The Cathedral stands, and six or seven other buildings—and that’s all. Tehuantepec, otherwise, is a wasteland of shards and fragments strewn over foundations. There will be another town here, she thinks—it’s a natural junction in the natural places to run a road, and the roads are still here—but that town will be Tehuantepec only in name.
It’s already getting hot, but still the dusty road won’t be as bad as mining for bodies was. She runs to catch up with her party.
By noon she’s tired; her group has set a pace that’s too much for her, and she doesn’t want to tell them that, because they don’t like her. The group seems to be made up of university students from Ciudad de Mexico and their hangers-on from Juárez University, and though one might think that students are the truly international people, especially in this age when jumplanes and ziplines have put most parts of the world within budget, and the vast net of data and XV links has tied not just voices but brains themselves together, the reality is that students are also the most politicized and least civilized travelers, not yet having gotten the habit of going along and being accommodating.

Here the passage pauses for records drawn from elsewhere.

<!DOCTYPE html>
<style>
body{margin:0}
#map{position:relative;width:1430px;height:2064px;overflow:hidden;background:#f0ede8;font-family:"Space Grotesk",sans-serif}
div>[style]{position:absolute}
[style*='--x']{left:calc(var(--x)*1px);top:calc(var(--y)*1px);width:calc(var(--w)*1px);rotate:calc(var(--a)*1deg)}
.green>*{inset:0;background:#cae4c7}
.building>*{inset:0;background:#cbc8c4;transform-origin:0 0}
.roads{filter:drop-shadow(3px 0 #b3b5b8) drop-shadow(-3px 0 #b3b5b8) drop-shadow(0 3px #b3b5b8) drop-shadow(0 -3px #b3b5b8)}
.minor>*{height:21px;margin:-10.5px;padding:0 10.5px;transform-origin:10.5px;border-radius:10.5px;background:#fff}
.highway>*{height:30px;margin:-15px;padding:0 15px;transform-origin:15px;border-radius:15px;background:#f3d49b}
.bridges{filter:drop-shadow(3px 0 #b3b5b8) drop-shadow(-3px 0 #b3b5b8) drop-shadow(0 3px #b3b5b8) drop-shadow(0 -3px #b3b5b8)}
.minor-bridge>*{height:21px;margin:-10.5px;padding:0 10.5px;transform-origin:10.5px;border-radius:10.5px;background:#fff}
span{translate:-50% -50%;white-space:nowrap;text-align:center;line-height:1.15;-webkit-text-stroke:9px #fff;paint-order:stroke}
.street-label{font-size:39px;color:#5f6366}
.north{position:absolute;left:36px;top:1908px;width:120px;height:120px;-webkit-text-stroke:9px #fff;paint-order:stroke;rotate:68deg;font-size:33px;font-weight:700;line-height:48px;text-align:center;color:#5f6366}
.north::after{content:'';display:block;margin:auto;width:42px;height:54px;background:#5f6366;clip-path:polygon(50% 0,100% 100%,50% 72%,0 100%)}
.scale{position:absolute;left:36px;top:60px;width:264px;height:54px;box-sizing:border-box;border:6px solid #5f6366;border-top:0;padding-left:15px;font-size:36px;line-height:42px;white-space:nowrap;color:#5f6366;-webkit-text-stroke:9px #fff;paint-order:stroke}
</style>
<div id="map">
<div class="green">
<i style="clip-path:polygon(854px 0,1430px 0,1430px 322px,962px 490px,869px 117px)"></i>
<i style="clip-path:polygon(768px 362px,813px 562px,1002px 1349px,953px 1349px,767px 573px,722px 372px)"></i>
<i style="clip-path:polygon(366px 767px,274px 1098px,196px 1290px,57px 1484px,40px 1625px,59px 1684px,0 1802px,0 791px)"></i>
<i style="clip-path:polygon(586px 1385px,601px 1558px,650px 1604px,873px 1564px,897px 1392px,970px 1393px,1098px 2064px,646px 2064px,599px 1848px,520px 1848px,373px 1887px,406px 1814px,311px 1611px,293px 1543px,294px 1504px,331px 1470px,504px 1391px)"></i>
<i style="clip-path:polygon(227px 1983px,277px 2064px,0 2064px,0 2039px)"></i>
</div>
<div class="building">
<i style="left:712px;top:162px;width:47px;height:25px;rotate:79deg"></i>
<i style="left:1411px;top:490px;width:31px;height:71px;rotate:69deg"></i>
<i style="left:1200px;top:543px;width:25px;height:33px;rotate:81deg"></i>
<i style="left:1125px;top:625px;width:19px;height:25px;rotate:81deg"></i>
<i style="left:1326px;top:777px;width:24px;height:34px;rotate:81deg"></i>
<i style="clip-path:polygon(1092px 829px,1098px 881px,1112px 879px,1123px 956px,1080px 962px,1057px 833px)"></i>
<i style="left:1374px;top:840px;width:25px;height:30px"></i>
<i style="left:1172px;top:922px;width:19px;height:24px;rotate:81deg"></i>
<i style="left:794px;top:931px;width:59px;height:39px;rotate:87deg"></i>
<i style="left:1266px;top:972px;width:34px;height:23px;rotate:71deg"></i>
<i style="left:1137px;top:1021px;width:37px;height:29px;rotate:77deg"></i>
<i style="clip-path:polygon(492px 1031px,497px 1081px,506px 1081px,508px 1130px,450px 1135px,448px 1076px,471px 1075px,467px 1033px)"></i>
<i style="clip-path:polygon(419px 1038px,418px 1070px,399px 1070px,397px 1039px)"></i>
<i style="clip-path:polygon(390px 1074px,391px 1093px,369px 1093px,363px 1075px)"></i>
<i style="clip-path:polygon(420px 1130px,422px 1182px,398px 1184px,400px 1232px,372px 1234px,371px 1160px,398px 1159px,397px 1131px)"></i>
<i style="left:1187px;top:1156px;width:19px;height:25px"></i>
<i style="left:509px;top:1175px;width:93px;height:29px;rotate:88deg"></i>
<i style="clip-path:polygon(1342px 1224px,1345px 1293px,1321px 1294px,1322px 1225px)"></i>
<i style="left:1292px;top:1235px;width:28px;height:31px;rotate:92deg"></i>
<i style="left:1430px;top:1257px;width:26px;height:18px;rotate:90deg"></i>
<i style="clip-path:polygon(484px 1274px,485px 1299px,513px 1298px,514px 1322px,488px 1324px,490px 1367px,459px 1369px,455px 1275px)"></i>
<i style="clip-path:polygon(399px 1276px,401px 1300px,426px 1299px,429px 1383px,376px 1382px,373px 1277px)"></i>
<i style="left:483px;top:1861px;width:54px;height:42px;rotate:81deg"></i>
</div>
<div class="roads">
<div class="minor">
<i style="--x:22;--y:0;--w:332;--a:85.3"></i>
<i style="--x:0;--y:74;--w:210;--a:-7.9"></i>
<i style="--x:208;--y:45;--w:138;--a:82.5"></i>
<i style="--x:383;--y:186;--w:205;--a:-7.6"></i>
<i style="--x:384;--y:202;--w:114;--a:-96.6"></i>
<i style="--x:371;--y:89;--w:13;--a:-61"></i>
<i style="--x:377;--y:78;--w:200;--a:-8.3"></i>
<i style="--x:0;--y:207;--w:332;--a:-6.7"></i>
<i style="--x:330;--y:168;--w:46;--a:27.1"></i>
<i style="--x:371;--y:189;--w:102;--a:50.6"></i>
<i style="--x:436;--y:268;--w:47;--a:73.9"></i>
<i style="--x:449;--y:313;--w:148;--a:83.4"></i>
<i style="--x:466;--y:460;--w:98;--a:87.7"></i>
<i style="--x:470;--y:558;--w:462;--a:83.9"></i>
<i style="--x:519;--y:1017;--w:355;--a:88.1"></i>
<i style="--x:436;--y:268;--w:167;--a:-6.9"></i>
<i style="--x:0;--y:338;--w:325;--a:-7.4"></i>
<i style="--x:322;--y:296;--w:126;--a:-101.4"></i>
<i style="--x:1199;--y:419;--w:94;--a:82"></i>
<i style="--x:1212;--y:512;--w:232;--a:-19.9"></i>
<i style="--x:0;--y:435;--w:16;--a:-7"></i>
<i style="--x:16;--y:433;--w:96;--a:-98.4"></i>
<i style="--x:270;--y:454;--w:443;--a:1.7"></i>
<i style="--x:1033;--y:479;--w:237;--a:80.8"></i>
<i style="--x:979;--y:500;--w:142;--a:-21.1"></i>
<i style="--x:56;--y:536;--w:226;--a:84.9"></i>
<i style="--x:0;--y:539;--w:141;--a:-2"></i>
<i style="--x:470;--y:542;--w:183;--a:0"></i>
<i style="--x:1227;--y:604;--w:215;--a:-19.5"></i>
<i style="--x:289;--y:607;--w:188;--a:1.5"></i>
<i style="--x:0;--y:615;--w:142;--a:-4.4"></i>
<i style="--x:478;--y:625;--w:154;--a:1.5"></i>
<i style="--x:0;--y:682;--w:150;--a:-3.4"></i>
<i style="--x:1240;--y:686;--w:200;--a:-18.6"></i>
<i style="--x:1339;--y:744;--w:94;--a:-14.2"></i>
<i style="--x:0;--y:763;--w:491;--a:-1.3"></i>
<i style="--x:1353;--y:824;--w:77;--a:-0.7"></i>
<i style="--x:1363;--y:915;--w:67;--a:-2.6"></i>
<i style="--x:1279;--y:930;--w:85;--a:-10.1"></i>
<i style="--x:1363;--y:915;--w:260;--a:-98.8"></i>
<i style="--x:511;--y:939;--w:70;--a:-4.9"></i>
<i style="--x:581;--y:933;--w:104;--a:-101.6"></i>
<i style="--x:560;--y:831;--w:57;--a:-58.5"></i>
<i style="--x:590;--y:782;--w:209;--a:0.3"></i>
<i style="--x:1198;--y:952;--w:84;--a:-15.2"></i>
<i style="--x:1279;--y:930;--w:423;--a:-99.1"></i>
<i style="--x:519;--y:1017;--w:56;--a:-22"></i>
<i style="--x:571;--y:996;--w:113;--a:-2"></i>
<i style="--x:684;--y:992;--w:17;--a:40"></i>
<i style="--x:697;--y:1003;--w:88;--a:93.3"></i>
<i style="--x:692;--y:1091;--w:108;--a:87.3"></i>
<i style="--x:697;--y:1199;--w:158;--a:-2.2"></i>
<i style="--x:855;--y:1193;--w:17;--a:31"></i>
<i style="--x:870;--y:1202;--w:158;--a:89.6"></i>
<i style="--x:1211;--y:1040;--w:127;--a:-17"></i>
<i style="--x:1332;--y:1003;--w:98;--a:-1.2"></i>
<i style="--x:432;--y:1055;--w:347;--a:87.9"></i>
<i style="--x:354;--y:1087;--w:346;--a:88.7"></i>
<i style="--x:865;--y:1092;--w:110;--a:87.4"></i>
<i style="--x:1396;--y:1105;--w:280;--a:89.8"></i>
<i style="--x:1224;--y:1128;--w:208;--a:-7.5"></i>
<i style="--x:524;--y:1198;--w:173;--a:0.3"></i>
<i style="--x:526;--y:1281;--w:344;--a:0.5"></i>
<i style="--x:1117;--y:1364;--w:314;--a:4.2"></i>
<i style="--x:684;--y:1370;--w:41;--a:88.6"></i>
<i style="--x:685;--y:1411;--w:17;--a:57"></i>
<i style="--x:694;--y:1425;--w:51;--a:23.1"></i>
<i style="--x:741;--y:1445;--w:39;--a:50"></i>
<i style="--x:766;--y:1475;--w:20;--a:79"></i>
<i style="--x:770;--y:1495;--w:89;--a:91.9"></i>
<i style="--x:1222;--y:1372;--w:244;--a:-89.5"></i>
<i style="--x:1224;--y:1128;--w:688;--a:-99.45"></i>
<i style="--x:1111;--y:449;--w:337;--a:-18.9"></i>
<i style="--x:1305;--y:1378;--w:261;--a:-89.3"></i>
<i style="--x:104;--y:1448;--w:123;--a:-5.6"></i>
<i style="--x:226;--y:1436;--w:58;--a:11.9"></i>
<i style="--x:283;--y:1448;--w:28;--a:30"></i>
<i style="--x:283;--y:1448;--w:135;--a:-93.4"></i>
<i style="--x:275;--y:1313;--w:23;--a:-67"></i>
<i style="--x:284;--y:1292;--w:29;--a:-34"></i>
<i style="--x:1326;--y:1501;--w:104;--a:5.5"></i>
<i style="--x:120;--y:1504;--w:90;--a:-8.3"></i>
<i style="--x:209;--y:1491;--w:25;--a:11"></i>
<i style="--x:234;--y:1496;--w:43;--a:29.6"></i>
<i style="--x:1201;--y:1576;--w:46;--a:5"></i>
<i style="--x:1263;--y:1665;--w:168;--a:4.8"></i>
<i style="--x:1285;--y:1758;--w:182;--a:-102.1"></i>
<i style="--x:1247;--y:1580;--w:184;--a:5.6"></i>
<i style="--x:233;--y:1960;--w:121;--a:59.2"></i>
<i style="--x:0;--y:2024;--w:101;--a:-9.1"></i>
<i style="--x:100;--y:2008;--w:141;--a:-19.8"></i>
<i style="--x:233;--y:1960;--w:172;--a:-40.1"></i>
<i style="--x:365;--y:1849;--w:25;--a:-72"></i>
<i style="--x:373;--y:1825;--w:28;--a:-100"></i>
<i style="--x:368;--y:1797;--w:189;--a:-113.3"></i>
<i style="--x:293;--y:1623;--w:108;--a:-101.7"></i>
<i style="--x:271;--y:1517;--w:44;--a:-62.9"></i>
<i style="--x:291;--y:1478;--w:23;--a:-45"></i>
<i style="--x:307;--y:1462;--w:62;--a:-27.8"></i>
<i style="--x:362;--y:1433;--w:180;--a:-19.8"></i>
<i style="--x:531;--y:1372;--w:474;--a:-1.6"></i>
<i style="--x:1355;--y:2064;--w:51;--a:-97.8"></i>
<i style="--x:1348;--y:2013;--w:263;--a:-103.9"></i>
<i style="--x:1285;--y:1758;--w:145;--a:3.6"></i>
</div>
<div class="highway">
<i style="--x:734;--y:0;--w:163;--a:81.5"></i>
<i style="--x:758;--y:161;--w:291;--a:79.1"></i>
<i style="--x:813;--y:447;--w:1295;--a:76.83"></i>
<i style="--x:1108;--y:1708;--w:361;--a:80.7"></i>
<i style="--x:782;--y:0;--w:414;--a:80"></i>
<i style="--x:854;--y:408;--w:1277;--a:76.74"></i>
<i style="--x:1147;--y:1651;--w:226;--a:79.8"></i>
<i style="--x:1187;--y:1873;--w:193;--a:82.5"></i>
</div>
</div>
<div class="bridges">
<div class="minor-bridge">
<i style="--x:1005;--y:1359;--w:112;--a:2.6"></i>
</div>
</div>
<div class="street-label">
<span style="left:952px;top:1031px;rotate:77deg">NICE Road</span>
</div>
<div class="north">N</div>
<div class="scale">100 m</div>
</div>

Out of the eight in her group, there are four who seem to believe that the
yanqui
is the cause of the hurricanes, and each wants to explain to her exactly why and how. Before, she’d simply have agreed with them, beginning each of her replies with “
Es verdad
” and then going on to express her understanding of their feelings, then finally correcting their values and analysis. Now, she doesn’t give a shit.
Also, she’s not formulating what to say next, and thus she’s paying more attention to what they say, where she is, and what’s going on. It may be good in the abstract, but here in the concrete—or
on
the concrete, she thinks sourly—it’s wearing. They seem to enjoy being angry with her and abusing her. She can’t help but notice that the denunciations of
imperialismo
are being mixed with a lot of staring at the way her breasts bounce around in her blouse, and where a couple of days before she’d have tried to link all that in an analysis that would show the unity of oppression, now she has a feeling that she’s being hassled just because she’s a woman and these guys don’t really give a damn about
imperialismo
. Or indeed much of anything other than priority one (getting back to Oaxaca) and priority two (checking out the tits on the
gringa
)
.
And punishing her for simultaneously not being available and being a
puta.
She’s also thinking that there are plenty of real victims of
imperialismo
around—she spent a lot of time working with them—but these kids owe their whole position in their society to being mediators between the Eurocentric capitalist power structure and the peasant underclass. If the industrialized world went away tomorrow, these guys wouldn’t matter a fart in a windstorm, to use a Jesse-ism she’s gotten to like.